Le témoin soutient qu’un listing des appels téléphoniques de la victime leur a été délivré au cours de l’enquête. Ils ont alors remarqué que Mme Fameni est arrivée à Yaoundé à 18h45 et qu’elle a reçu des coups de fil provenant des numéros inconnus. Ces mêmes numéros étaient en conversation constantes avec sa belle-sœur, la femme de son grand frère qui vit en Allemagne. Selon le témoin, c’est ce dernier qui a commandité l’assassinat de sa sœur. «Quand les enquêtes ont commencé, mon grand frère m’appelait constamment pour être informé de tout. Le jour de l’enterrement, il a ordonné à sa femme de soulever la robe de la défunte afin de s’assurer que ses organes avaient été enlevés. Notre mère est morte dans les mêmes conditions 3 ans plus tôt. Depuis le décès de ma sœur, mon grand frère, qui avait l’habitude de venir au Cameroun, n’y a plus jamais mis ses pieds.».

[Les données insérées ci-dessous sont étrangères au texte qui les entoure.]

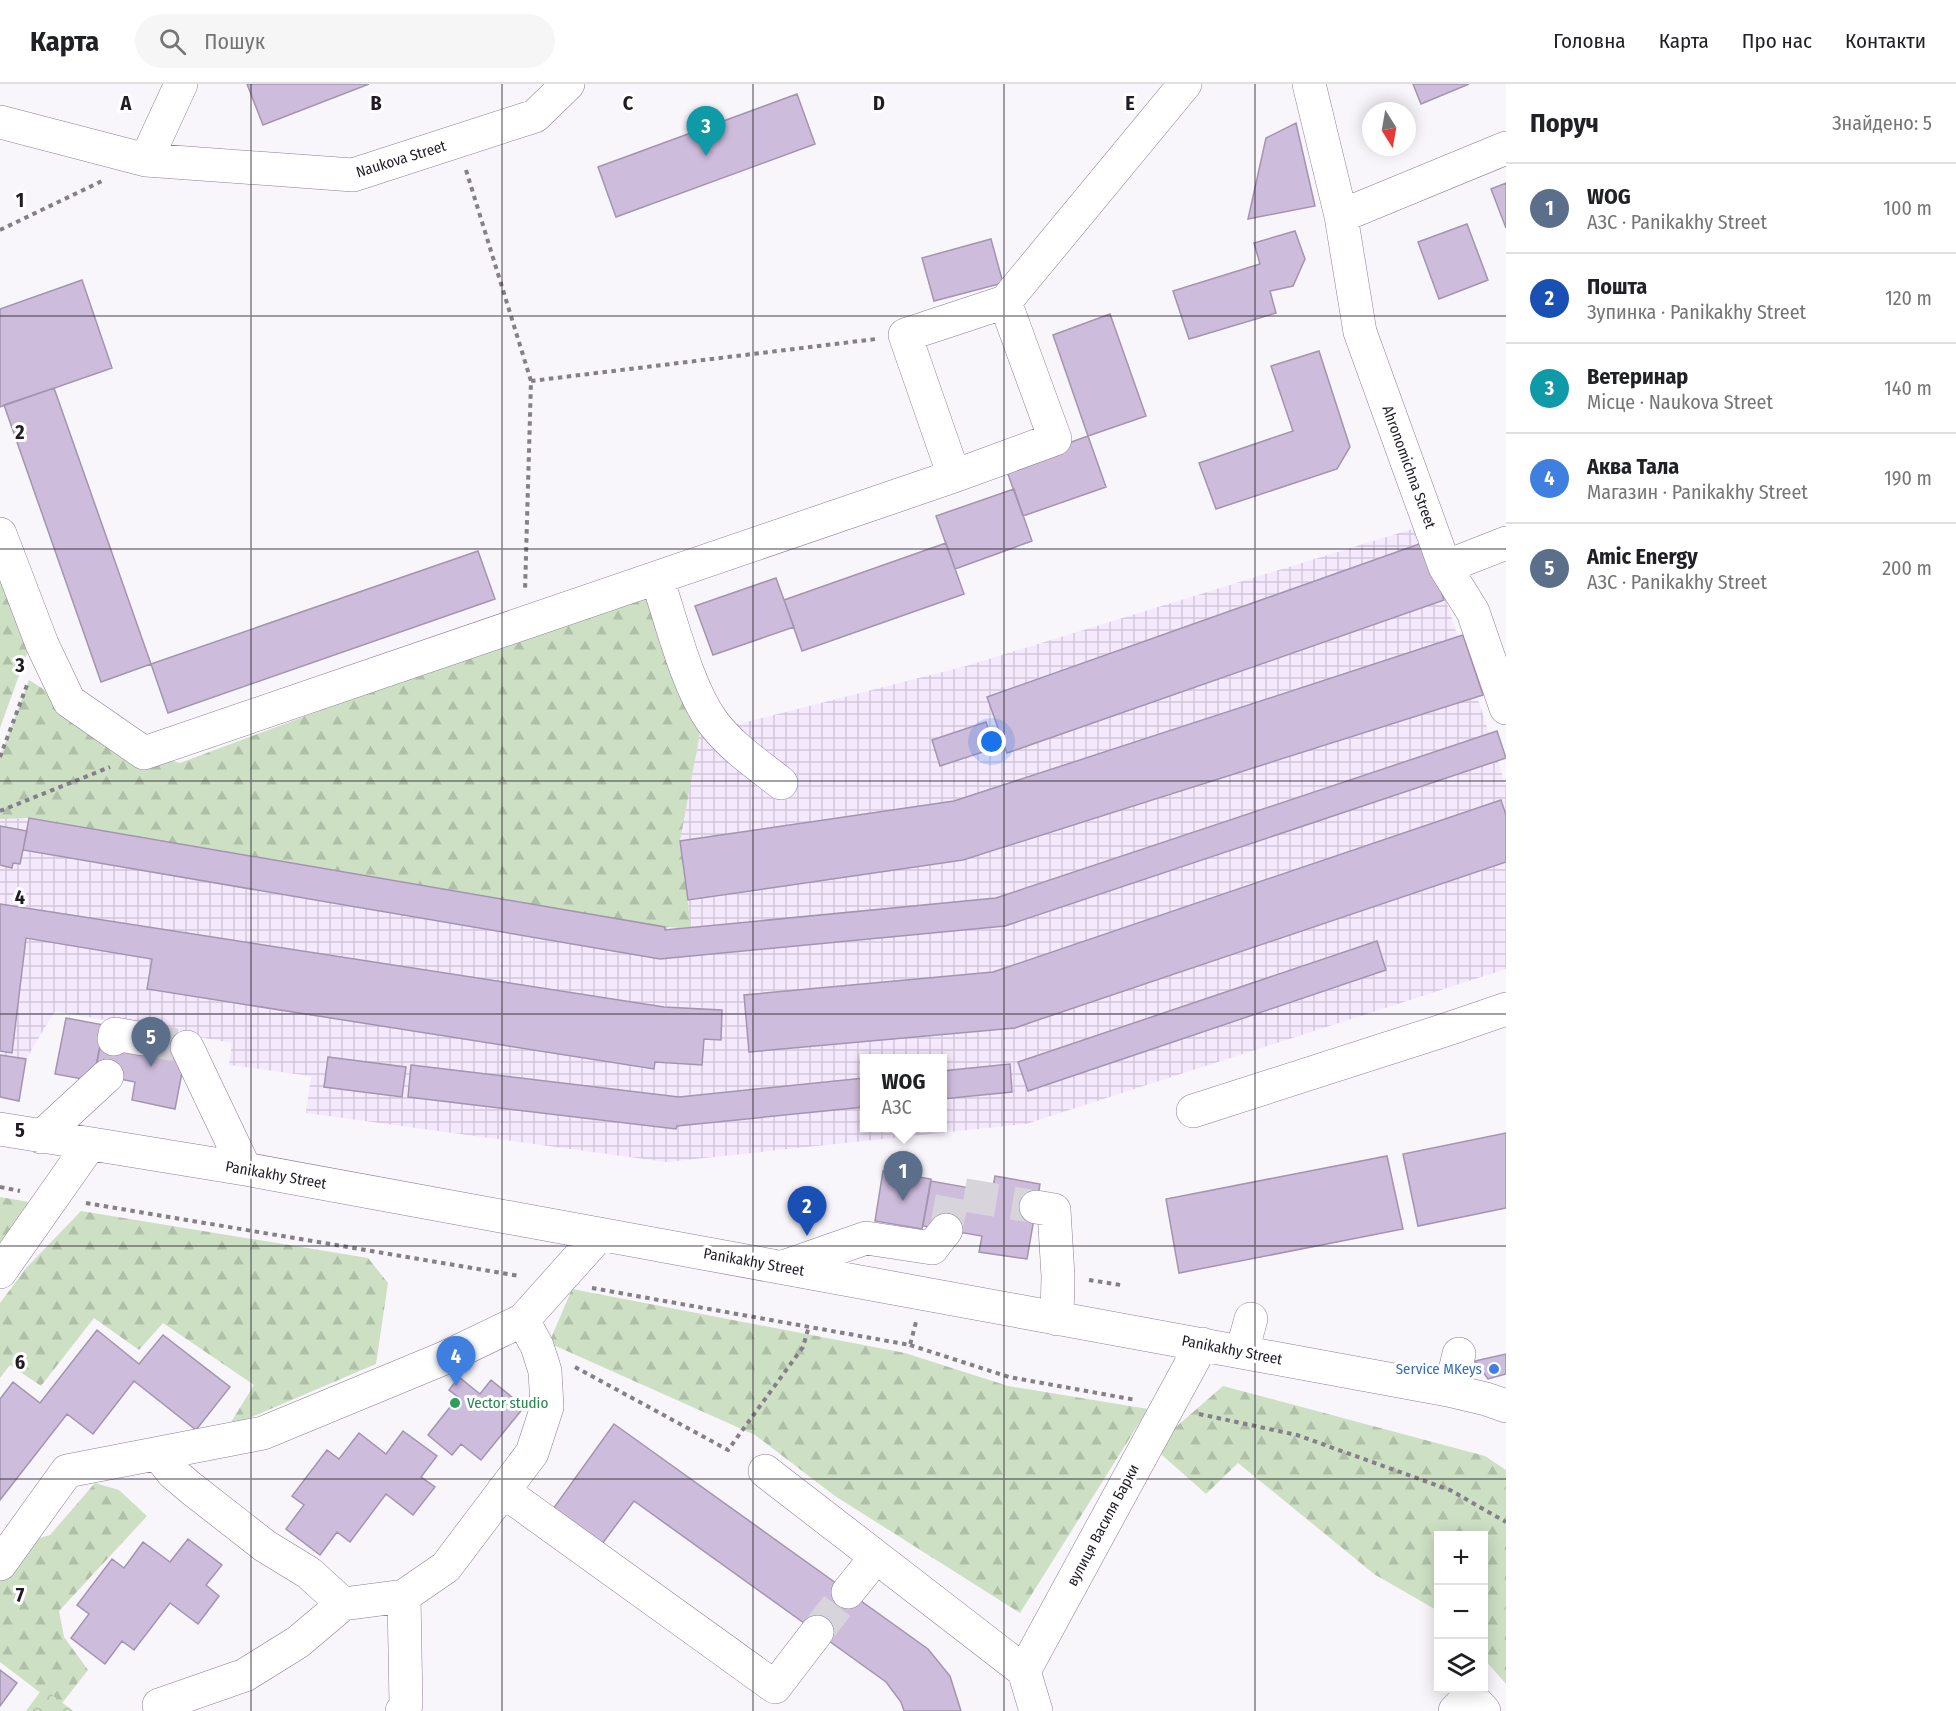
<!DOCTYPE html>
<html lang="uk">
<meta charset="utf-8">
<style>
body{margin:0;font-family:"Fira Sans Condensed",sans-serif;background:#f6f6f6;color:#202124}
.controls{position:absolute;right:18px;bottom:18px;display:grid;overflow:hidden;border-radius:0px;box-shadow:0 3px 15px #0003}
.controls button{width:54px;height:54px;display:grid;place-items:center;padding:0;border:0;border-bottom:2px solid #e0e0e0;background:#fff;color:#202124;font:30px sans-serif}
.compass{position:absolute;left:1362px;top:18px;width:54px;height:54px;border-radius:50%;background:#fff;box-shadow:0 3px 15px #0003;rotate:169deg}
.you{position:absolute;left:992px;top:658px;width:21px;height:21px;margin:-15px;border:4px solid #fff;border-radius:50%;background:#1a73e8;box-shadow:0 0 0 9px #1a73e833}
.badge{display:grid;place-items:center;width:39px;height:39px;border-radius:50%;background:#3f7c93;color:#fff;font-size:20px;font-weight:700}
.pin{position:absolute;translate:-50% -50px;filter:drop-shadow(0 2px 3px #0008)}
.pin::after{content:'';position:absolute;top:32px;width:21px;height:18px;background:inherit;clip-path:polygon(0 0,100% 0,50% 100%)}
.popup{position:absolute;left:860px;top:970px;width:87px;height:78px;box-sizing:border-box;display:grid;place-content:center;border-radius:0px;background:#fff;filter:drop-shadow(0 2px 4px #0005);font-size:20px;white-space:nowrap;color:#757577}
.popup b{font-size:22px;color:#202124}
.popup::after{content:'';position:absolute;left:50%;top:100%;margin-left:-12px;border:12px solid transparent;border-top-color:#fff}
.list{margin:0;padding:0;list-style:none}
h2{display:flex;justify-content:space-between;align-items:center;height:78px;margin:0;padding:0 24px;font-size:26px}
h2 small{font-size:20px;font-weight:400;color:#757577}
.list li{display:grid;grid-template-columns:39px 1fr auto;gap:18px;align-items:center;box-sizing:border-box;height:90px;padding:0 24px;border-top:2px solid #e0e0e0}
.list b{display:block;font-size:22px;white-space:nowrap}
.list p{margin:0;font-size:20px;white-space:nowrap;color:#757577}
.list em{font-size:20px;font-style:normal;color:#757577}
.icon{flex:none;width:33px;height:33px;fill:none;stroke:currentColor;stroke-width:2;stroke-linecap:round;stroke-linejoin:round}
.map{position:relative;flex:none;width:1506px;height:1627px;overflow:hidden}
header{display:flex;align-items:center;gap:36px;box-sizing:border-box;height:84px;padding:0 30px;background:#fff;border-bottom:2px solid #e0e0e0}
header strong{font-size:28px}
nav{display:flex;gap:33px;margin-inline-start:auto;font-size:21px}
.search{width:420px;height:54px;background:#f6f6f6;display:flex;align-items:center;gap:15px;box-sizing:border-box;padding:0 21px;border-radius:33px;color:#757577;font-size:22px}
main{display:flex}
aside{flex:1;background:#fff}
.map>svg:first-child{display:block}
.industrial{fill:url(#industrial-grid);fill-rule:evenodd}
.forest{fill:url(#forest-firs)}
.park{fill:url(#park-crowns)}
.building{fill:#cebcdc;stroke:#a394af;stroke-width:1.5}
.lines{fill:none;stroke-linecap:round;stroke-linejoin:round}
.minor-tunnel{stroke:#d8d4db;stroke-width:33;stroke-dasharray:33 16;stroke-linecap:butt}
.minor-casing{stroke:#8d7d98;stroke-width:34}
.path{stroke:#847f88;stroke-width:4;stroke-dasharray:4.5 4.5;stroke-linecap:butt}
.minor{stroke:#fff;stroke-width:33}
.grid{fill:none;stroke:#211b26;stroke-width:1.5;stroke-opacity:0.55}
.shop-dot{fill:#3f7fe0;stroke:#fff;stroke-width:2}
.leisure-dot{fill:#2e9e5b;stroke:#fff;stroke-width:2}
.labels{text-anchor:middle;dominant-baseline:central;stroke-width:6;stroke-linejoin:round;paint-order:stroke}
.street-label{font-size:15px;fill:#211b26;stroke:#fff}
.shop-label{font-size:15px;fill:#366cbe;stroke:#fff;text-anchor:end}
.leisure-label{font-size:15px;fill:#27864d;stroke:#fff;text-anchor:start}
.grid-label{font-size:20px;text-anchor:middle;font-weight:bold;fill:#211b26;stroke:#fff;stroke-width:6;stroke-linejoin:round;paint-order:stroke}
</style>
<header>
<strong>Карта</strong>
<div class="search"><svg class="icon" aria-label="search" viewBox="0 0 24 24"><circle cx="10" cy="10" r="6"/><path d="M15 15l6 6"/></svg>Пошук</div>
<nav><a>Головна</a><a>Карта</a><a>Про нас</a><a>Контакти</a></nav>
</header>
<main>
<div class="map">
<svg width="1506" height="1627" viewBox="0 0 1506 1627">
<defs>
<pattern id="industrial-grid" width="8" height="8" patternUnits="userSpaceOnUse" patternTransform="scale(1.5)"><rect width="8" height="8" fill="#f5e9fe"/><path d="M0 4h8M4 0v8" fill="none" stroke="#d2c7da"/></pattern>
<pattern id="forest-firs" width="22" height="20" patternUnits="userSpaceOnUse" patternTransform="scale(1.5)"><rect width="22" height="20" fill="#cde0c4"/><path d="M5 1l3.5 6h-7zM16 11l3.5 6h-7z" fill="#b0c0a8"/></pattern>
<pattern id="park-crowns" width="20" height="18" patternUnits="userSpaceOnUse" patternTransform="scale(1.5)"><rect width="20" height="18" fill="#cde0c4"/><path d="M2 6a3 3 0 1 1 6 0M12 15a3 3 0 1 1 6 0" fill="none" stroke="#b0c0a8"/></pattern>
</defs>
<rect width="100%" height="100%" fill="#f8f5fb"/>
<path class="industrial" d="M1422,442L1506,702V885L1026,1040L666,1078L306,1029L311,992L229,981L232,959L55,927L26,975L0,971V731L656,847L644,664L966,582ZM864,974H942V1044H864Z"/>
<path class="forest" d="M0,487L30,561L0,644Z
M653,502L702,638L680,757L691,844L665,843L29,734L0,735V673L29,596L144,669L180,679Z
M0,1113L35,1119L0,1168Z
M81,1127L368,1174L388,1199L376,1280L228,1343L254,1301L163,1239L139,1266L94,1234L41,1302L10,1281L0,1294V1219L27,1183Z
M572,1205L905,1269L1008,1302L1148,1325L1020,1529L835,1412L755,1351L549,1259Z
M1223,1302L1485,1372L1506,1386V1600L1484,1575V1452H1438V1527L1374,1490L1238,1379L1206,1410L1153,1363Z
M95,1399L119,1406L147,1432L59,1527L64,1553L88,1586L59,1623L0,1578V1465L50,1451Z"/>
<path class="park" d="M43,1604L73,1627H26Z"/>
<path class="building" d="M247,0H369L263,41Z
M1413,0H1469L1421,20Z
M797,10L815,60L616,133L598,83Z
M1296,39L1315,122L1248,135L1266,54Z
M1506,99V144L1491,105Z
M1467,140L1488,196L1439,215L1418,158Z
M1295,147L1305,175L1293,202L1270,207L1276,229L1189,255L1173,207L1260,180L1254,159Z
M991,155L1003,199L934,217L922,174Z
M82,196L112,284L0,323V225Z
M1110,230L1146,332L1088,352L1053,251Z
M1319,267L1350,363L1337,385L1216,425L1199,379L1293,347L1271,282Z
M54,304L151,580L101,598L4,321Z
M1088,352L1106,403L1023,432L1005,382Z
M1014,405L1032,457L955,485L936,432Z
M1425,458L1444,516L1007,669L987,613Z
M946,459L964,510L802,567L784,516Z
M478,467L495,515L168,629L151,580Z
M776,494L794,543L713,571L695,522Z
M1463,551L1483,611L963,776L688,816L680,757L954,717Z
M986,638L995,664L940,682L932,656Z
M1497,647L1506,674L1005,842L660,875L23,766L29,734L665,843V846L996,814Z
M1501,716L1506,731V778L1038,936L1015,944L749,968L744,911L993,888Z
M0,742L27,747L20,780L13,779L12,784L0,781Z
M0,820L664,923L722,926L721,956L704,955L702,981L655,978L654,985L147,905L152,875L26,854L12,969L0,967Z
M1377,857L1386,886L1028,1007L1018,978Z
M66,934L104,941L93,997L55,990Z
M145,944L189,952L175,1025L132,1016L135,998L95,990L102,952Z
M0,971L26,975L19,1017L0,1013Z
M328,973L406,983L402,1013L324,1003Z
M1010,980L1012,1008L942,1015V987Z
M411,981L679,1013L864,994V1023L677,1042L676,1045L408,1013Z
M1506,1049V1124L1418,1142L1403,1070Z
M1387,1072L1403,1145L1179,1189L1166,1115Z
M883,1087L931,1095L922,1145L875,1137Z
M995,1092L1040,1100L1027,1175L979,1168L982,1152L923,1142L931,1097L992,1108Z
M97,1246L139,1280L163,1251L230,1303L196,1346L134,1297L93,1350L67,1330L0,1416V1315L13,1298L40,1319Z
M1506,1270V1290L1488,1295L1475,1277Z
M459,1293L480,1310L491,1296L524,1323L481,1376L461,1360L452,1371L428,1351L458,1313L449,1306Z
M614,1340L928,1565L950,1592L961,1627H904L901,1618L886,1598L634,1417L602,1460L553,1425Z
M403,1347L437,1372L421,1393L435,1403L413,1431L386,1410L350,1458L337,1448L320,1471L286,1445L304,1421L292,1412L327,1366L339,1375L359,1349L386,1370Z
M188,1455L222,1481L206,1501L219,1512L198,1540L170,1519L134,1566L122,1557L105,1580L71,1554L89,1530L77,1521L112,1475L124,1484L143,1458L170,1478Z
M0,1586L17,1599L0,1622Z"/>
<g class="lines">
<path class="minor-tunnel" d="M143,955L187,963
M946,1146L953,1109L1036,1123
M817,1548L848,1508"/>
<g class="minor-casing">
<path id="minor" d="M1309,0L1341,132L1360,248L1445,483L1473,528L1506,624
M0,38L146,76L353,91L535,32L568,0
M146,76L181,0
M1341,132L1506,64
M954,392L905,251L1005,218L1185,0
M0,450L42,560L69,617L144,669L954,392L1055,355L1005,218
M1445,483L1506,459
M657,494C671,536 687,602 712,637C730,662 757,680 781,699
M114,955L115,950L143,955
M187,963L245,1085
M1193,1027L1448,945L1506,925
M0,1045L245,1085L1448,1306L1486,1315L1506,1322
M41,1053L107,992
M1036,1123L1054,1126L1058,1192L1057,1235
M783,1183L866,1154L932,1164L946,1146
M0,1188L90,1060
M1242,1267L1251,1235
M1448,1306L1454,1291L1459,1270
M158,1370L173,1389L192,1405L265,1462L309,1489L343,1520L404,1512L446,1483L532,1369L547,1323L545,1287L537,1262L523,1236
M765,1387L1024,1587
M503,1407L775,1603L817,1548
M0,1480L67,1387L263,1349L442,1275L523,1236L600,1150
M848,1508L876,1473
M159,1621L245,1591L298,1558L343,1520
M402,1627L406,1621L404,1512
M1036,1627L1024,1587L1202,1260
M1455,1627L1470,1612L1484,1627"/>
</g>
<path class="path" d="M466,86L531,297L525,507
M0,146L102,97
M531,297L876,255
M0,673L27,601
M0,727L110,683
M0,1103L20,1107
M86,1119L520,1192
M1089,1196L1121,1201
M592,1204L910,1261L916,1238
M910,1261L1009,1293L1136,1316
M575,1283L728,1366L803,1263L809,1242
M1199,1330L1297,1351L1450,1406L1506,1438"/>
<use href="#minor" class="minor"/>
</g>
<path class="grid" d="M251,0V1627M502,0V1627M753,0V1627M1004,0V1627M1255,0V1627M0,232H1506M0,465H1506M0,697H1506M0,930H1506M0,1162H1506M0,1395H1506"/>
<circle class="shop-dot" cx="1494" cy="1285" r="6"/>
<circle class="leisure-dot" cx="455" cy="1319" r="6"/>
<g class="labels">
<g class="street-label">
<text transform="translate(401 75) rotate(-17)">Naukova Street</text>
<text transform="translate(1409 383) rotate(70)">Ahronomichna Street</text>
<text transform="translate(276 1091) rotate(10)">Panikakhy Street</text>
<text transform="translate(754 1178) rotate(10)">Panikakhy Street</text>
<text transform="translate(1232 1266) rotate(11)">Panikakhy Street</text>
<text transform="translate(1103 1441) rotate(-62)">вулиця Василя Барки</text>
</g>
<g class="shop-label">
<text x="1482" y="1285">Service MKeys</text>
</g>
<g class="leisure-label">
<text x="467" y="1319">Vector studio</text>
</g>
</g>
<g class="grid-label">
<text x="126" y="26">A</text>
<text x="376" y="26">B</text>
<text x="628" y="26">C</text>
<text x="879" y="26">D</text>
<text x="1130" y="26">E</text>
<text x="20" y="123">1</text>
<text x="20" y="355">2</text>
<text x="20" y="588">3</text>
<text x="20" y="820">4</text>
<text x="20" y="1053">5</text>
<text x="20" y="1285">6</text>
<text x="20" y="1518">7</text>
</g>
</svg>
<div class="controls">
<button>+</button>
<button>−</button>
<button><svg class="icon" aria-label="layers" viewBox="0 0 24 24"><path d="M12 4l9 5-9 5-9-5zM3 14l9 5 9-5"/></svg></button>
</div>
<svg class="compass" viewBox="-18 -18 36 36"><path d="M0-13l5 13h-10z" fill="#e53935"/><path d="M0 13l5-13h-10z" fill="#757577"/></svg>
<div class="you"></div>
<div class="pin badge" style="left:903px;top:1117px;background:#5c6f8a">1</div>
<div class="popup"><b>WOG</b>АЗС</div>
<div class="pin badge" style="left:807px;top:1152px;background:#1a4fb4">2</div>
<div class="pin badge" style="left:706px;top:72px;background:#0f9aa8">3</div>
<div class="pin badge" style="left:456px;top:1302px;background:#3f7fe0">4</div>
<div class="pin badge" style="left:151px;top:983px;background:#5c6f8a">5</div>
</div>
<aside>
<h2>Поруч<small>Знайдено: 5</small></h2>
<ul class="list">
<li><span class="badge" style="background:#5c6f8a">1</span><div><b>WOG</b><p>АЗС · Panikakhy Street</p></div><em>100 m</em></li>
<li><span class="badge" style="background:#1a4fb4">2</span><div><b>Пошта</b><p>Зупинка · Panikakhy Street</p></div><em>120 m</em></li>
<li><span class="badge" style="background:#0f9aa8">3</span><div><b>Ветеринар</b><p>Місце · Naukova Street</p></div><em>140 m</em></li>
<li><span class="badge" style="background:#3f7fe0">4</span><div><b>Аква Тала</b><p>Магазин · Panikakhy Street</p></div><em>190 m</em></li>
<li><span class="badge" style="background:#5c6f8a">5</span><div><b>Amic Energy</b><p>АЗС · Panikakhy Street</p></div><em>200 m</em></li>
</ul>
</aside>
</main>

Lors de ses réquisitions finales, le représentant du ministère public est resté sur sa position. Selon lui, M. Kamga Samuel est l’assassin de son épouse et doit être déclaré coupable des faits de meurtre. «Il a réussi à manipuler sa belle-sœur. L’accusé ne vous a pas dit où il se trouvait entre 18h45, l’heure à laquelle son épouse est arrivée à Yaoundé, et 21h, l’heure à laquelle il dit avoir regagné son domicile. Il a caché les témoins au cours de l’enquête, notamment sa fille ainée, qui pouvait dire aux enquêteurs où est ce qu’il se trouvait pendant que son épouse se faisait agresser», a déclaré le parquet. L’avocat de Kamga Samuel a pour sa part demandé au tribunal de relaxer son client pour faits non-établis. «L’accusation ne vous a présenté aucun témoin. Personne n’est venu vous dire ici qu’il a vu cet accusé tuer son épouse. Il n’y a aucune preuve. Mon client est la victime dans cette affaire», a conclu l’homme en robe noire. La décision des juges est attendue le 2 juin 2023.